This year has been a wild ride, with certain asset classes starting off well and then fizzling.
At the same time, the general large-cap equity sector has been a great trade to date in 2014.
Going forward we feel the following market themes will dominate for 2015 and drive our investment strategy:
- How long will the U.S. Federal Reserve feel comfortable taking “considerable time,” as it mentioned in a recent post-meeting communique, before nudging interest rates up?
- Oil prices: If we happen to hit $40 per barrel and, what will OPEC do in response? Will it be a blessing or a curse?
- Will the US dollar continue to strengthen and will commodities priced in dollars continue to falter?
- Will Europe recover and what about emerging markets?
Year in review
The US equity market has continued its rally thanks to the supply of freshly printed US dollars from the Federal Reserve.
Never fight the Fed is the number one rule in investing, but this rally has a flash flood feel and the rising tide is lifting all boats.

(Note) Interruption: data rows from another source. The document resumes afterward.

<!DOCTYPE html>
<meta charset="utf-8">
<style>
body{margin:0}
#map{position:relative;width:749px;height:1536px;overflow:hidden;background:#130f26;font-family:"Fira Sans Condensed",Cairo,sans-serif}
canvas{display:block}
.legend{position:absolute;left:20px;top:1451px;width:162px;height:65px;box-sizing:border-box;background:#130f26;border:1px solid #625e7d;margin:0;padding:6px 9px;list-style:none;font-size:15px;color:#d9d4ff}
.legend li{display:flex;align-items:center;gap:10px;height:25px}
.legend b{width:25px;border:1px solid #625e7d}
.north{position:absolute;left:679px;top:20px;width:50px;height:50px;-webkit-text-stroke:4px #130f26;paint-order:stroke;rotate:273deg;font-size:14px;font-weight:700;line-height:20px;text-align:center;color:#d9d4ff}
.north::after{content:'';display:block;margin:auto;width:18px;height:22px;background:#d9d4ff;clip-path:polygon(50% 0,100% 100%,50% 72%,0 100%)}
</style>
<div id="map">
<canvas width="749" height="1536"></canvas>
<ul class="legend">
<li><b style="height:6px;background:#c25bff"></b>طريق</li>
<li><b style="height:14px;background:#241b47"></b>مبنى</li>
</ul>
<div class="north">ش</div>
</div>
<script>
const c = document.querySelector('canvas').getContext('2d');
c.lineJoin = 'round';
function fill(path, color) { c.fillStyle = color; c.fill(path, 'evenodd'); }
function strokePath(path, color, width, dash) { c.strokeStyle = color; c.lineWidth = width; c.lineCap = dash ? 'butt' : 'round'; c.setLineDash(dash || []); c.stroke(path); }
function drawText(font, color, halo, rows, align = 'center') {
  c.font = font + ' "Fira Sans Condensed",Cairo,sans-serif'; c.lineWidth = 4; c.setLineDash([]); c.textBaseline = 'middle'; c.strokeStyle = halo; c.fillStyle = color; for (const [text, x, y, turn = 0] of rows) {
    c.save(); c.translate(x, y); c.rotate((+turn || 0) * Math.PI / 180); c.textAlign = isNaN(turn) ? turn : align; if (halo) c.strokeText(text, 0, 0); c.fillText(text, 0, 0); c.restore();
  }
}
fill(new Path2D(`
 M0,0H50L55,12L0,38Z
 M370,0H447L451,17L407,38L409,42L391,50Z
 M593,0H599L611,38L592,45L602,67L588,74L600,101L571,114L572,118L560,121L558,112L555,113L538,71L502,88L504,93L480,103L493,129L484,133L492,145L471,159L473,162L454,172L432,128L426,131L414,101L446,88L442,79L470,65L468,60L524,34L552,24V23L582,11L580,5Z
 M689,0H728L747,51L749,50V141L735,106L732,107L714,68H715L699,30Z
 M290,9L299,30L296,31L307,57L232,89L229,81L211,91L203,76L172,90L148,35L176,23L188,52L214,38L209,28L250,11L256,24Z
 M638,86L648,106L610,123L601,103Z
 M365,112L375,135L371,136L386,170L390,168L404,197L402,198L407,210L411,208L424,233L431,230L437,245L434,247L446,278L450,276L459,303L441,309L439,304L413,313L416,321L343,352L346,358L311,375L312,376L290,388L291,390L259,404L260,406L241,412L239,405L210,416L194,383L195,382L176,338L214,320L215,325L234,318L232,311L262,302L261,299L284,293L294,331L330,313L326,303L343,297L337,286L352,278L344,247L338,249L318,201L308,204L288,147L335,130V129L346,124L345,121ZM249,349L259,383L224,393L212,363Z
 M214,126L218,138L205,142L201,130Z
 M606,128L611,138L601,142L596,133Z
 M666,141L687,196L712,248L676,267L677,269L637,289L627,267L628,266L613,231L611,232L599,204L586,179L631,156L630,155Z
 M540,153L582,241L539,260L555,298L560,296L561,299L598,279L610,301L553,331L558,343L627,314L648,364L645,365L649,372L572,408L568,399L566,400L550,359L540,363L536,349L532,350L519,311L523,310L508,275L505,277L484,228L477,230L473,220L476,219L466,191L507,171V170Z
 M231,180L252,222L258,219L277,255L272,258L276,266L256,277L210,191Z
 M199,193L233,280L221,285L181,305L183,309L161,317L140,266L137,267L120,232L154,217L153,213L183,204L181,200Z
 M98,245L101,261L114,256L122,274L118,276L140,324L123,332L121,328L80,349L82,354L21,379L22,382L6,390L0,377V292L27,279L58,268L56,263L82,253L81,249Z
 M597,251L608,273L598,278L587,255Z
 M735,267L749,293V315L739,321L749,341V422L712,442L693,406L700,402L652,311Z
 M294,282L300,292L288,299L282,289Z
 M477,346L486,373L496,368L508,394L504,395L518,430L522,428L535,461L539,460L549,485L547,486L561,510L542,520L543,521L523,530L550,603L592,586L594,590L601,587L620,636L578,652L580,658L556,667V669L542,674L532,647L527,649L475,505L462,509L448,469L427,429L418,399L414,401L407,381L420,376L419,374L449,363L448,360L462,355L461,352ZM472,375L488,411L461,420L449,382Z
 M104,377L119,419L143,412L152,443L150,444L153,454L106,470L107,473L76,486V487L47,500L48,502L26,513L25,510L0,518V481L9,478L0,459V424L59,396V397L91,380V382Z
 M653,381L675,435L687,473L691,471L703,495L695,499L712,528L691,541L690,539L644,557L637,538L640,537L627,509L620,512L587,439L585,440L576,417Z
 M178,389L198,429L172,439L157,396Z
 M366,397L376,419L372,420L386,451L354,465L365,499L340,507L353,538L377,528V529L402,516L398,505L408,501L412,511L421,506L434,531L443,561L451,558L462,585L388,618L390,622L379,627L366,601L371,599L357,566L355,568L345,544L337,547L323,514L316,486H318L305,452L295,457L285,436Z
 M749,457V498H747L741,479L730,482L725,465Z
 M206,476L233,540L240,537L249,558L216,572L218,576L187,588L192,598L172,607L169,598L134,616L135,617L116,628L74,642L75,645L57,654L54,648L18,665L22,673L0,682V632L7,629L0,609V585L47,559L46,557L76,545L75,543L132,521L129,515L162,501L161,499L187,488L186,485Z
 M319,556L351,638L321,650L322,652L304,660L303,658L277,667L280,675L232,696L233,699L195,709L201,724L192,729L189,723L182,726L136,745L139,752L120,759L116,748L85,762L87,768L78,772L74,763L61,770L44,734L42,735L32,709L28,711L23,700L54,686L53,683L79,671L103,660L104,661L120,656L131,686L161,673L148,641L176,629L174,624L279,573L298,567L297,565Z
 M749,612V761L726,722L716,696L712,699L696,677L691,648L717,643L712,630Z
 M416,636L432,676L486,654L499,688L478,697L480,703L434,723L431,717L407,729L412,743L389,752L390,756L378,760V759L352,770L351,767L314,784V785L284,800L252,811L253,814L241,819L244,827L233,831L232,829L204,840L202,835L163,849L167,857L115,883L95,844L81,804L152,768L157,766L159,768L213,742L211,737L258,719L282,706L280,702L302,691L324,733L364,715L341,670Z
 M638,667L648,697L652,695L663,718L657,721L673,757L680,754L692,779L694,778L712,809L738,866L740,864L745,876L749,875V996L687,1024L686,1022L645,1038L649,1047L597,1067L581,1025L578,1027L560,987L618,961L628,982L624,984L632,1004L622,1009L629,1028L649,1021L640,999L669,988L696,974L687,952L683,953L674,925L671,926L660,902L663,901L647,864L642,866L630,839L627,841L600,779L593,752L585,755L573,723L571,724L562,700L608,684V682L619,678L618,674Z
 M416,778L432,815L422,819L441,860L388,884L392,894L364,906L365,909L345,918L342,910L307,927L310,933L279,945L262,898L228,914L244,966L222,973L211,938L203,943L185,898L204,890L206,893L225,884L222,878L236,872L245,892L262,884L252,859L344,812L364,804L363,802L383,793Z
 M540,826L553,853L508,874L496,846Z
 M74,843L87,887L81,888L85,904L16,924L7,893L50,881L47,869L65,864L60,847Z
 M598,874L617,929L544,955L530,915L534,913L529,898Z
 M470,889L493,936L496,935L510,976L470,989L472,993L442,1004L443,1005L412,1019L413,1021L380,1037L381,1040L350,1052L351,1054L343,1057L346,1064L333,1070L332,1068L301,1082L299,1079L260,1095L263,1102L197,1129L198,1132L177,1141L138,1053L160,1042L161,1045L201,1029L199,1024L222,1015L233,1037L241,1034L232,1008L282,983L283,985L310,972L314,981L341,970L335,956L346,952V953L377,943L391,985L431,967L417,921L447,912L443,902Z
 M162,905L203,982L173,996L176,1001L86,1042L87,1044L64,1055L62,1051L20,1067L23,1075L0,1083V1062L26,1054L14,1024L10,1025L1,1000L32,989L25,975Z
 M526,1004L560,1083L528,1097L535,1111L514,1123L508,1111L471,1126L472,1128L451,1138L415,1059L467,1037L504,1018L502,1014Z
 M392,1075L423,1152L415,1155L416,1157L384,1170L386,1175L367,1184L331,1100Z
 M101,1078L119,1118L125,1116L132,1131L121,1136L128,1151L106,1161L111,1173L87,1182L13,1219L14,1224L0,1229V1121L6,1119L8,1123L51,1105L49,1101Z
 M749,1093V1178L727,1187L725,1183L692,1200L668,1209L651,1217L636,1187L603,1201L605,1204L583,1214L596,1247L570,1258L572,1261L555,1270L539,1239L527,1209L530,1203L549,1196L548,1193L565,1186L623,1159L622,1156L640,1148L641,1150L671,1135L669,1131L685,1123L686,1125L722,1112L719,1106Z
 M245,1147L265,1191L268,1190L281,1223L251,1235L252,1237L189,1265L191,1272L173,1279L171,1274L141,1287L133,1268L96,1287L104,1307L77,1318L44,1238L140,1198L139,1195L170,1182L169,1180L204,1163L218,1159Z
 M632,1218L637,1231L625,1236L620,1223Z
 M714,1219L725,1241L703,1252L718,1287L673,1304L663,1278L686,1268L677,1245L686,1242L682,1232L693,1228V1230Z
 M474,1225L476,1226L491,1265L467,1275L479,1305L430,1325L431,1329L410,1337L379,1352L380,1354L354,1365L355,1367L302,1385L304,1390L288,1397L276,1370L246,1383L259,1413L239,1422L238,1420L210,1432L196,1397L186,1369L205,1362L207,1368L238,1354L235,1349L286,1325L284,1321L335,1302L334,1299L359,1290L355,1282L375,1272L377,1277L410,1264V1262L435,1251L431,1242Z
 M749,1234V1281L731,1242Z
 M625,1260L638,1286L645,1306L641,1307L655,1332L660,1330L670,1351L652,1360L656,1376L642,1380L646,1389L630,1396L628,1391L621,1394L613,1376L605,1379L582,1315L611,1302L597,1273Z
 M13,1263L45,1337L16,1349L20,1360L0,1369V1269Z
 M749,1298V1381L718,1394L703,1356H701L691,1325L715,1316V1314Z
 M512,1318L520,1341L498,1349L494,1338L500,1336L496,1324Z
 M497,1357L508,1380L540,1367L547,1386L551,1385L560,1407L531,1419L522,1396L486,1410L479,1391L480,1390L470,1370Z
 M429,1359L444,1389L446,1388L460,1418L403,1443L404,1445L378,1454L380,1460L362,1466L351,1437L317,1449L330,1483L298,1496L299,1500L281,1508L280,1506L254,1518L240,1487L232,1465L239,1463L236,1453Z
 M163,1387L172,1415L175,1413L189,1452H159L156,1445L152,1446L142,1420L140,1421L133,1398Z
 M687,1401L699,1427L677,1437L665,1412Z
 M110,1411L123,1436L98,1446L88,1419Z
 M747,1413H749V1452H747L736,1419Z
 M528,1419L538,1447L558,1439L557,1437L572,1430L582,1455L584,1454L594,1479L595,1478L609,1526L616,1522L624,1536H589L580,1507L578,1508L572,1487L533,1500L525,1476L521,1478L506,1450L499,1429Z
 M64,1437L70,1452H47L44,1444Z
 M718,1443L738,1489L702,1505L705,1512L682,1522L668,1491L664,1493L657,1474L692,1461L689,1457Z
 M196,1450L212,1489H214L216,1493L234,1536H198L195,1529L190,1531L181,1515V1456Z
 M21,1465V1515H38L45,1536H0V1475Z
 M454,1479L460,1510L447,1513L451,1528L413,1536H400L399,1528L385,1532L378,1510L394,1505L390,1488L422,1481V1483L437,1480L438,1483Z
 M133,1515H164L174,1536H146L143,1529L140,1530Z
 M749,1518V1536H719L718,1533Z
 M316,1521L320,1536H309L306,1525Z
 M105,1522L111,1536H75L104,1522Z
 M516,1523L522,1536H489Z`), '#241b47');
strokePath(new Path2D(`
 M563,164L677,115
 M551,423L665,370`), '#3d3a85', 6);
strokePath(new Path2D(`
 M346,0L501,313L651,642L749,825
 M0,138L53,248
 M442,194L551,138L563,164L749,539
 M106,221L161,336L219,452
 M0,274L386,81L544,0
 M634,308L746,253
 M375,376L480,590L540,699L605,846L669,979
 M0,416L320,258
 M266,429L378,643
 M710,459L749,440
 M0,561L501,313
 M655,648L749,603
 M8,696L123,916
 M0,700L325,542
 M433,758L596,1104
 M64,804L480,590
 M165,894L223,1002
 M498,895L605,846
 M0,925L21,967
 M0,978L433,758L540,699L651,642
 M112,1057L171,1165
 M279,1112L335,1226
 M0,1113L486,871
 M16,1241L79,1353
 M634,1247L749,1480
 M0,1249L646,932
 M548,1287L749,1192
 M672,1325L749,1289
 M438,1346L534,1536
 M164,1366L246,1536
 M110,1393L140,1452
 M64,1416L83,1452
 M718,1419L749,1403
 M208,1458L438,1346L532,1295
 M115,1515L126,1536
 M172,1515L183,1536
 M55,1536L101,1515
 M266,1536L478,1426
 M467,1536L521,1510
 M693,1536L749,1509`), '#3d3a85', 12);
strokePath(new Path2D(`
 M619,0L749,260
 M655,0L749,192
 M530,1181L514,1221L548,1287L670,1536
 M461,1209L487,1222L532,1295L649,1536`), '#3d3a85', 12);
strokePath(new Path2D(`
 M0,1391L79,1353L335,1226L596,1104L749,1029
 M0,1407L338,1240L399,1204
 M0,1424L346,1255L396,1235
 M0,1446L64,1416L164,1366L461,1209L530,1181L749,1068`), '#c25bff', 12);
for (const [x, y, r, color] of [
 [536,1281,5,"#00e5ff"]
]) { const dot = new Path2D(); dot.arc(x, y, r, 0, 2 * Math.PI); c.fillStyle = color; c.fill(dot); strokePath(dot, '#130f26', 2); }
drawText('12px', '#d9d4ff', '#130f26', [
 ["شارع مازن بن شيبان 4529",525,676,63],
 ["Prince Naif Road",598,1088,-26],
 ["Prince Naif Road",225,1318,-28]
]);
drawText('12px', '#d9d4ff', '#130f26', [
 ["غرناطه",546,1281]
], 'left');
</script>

The Fed’s balance sheet expansion, U.S. debt levels and near-zero interest rates also have to be considered.
Just being long the US equity market worked well in 2014? Will it in 2015? Betting big on stocks is riskier than my people realize, in my opinion.
I expect that the Fed will not pay attention to large institutional investors clamoring about the massive drop in oil prices and the default risk to energy companies and their lenders.
In my opinion, the Fed will not raise interest rates until late in 2015 and don’t be surprised in oil falls below the $40 per barrel mark.
The dollar may strengthen further in my opinion. Given the weak economic environment outside the U.S., the yen, euro and Chinese renminbi don’t look attractive.
The Australian, New Zealand and Canadian currencies are under pressure from the decline in energy prices.
The Eurozone is pretty weak right now, but ECB President Mario Draghi is determined, in my view, to step in with targeted loans and asset purchases.
The economic picture of Europe is complex, given the disparity of economies in that region. However, I expect a nascent recovery to take hold.
Emerging markets are in trouble. The Russian invasion of Ukraine and the resulting US sanctions started the mess.
Brazil has been weakened by challenges at its state-owned oil company Petrobras. Chinese growth has slowed markedly.
That said, in my opinion, renewed growth in India and China will improve the emerging market outlook next year.
Any improvement in the Russia and Ukraine standoff will help as well.
DISCLAIMER: The investments discussed are held in client accounts as of November 30, 2014. These investments may or may not be currently held in client accounts. The reader should not assume that any investments identified were or will be profitable or that any investment recommendations or investment decisions we make in the future will be profitable. Past performance is no guarantee of future results.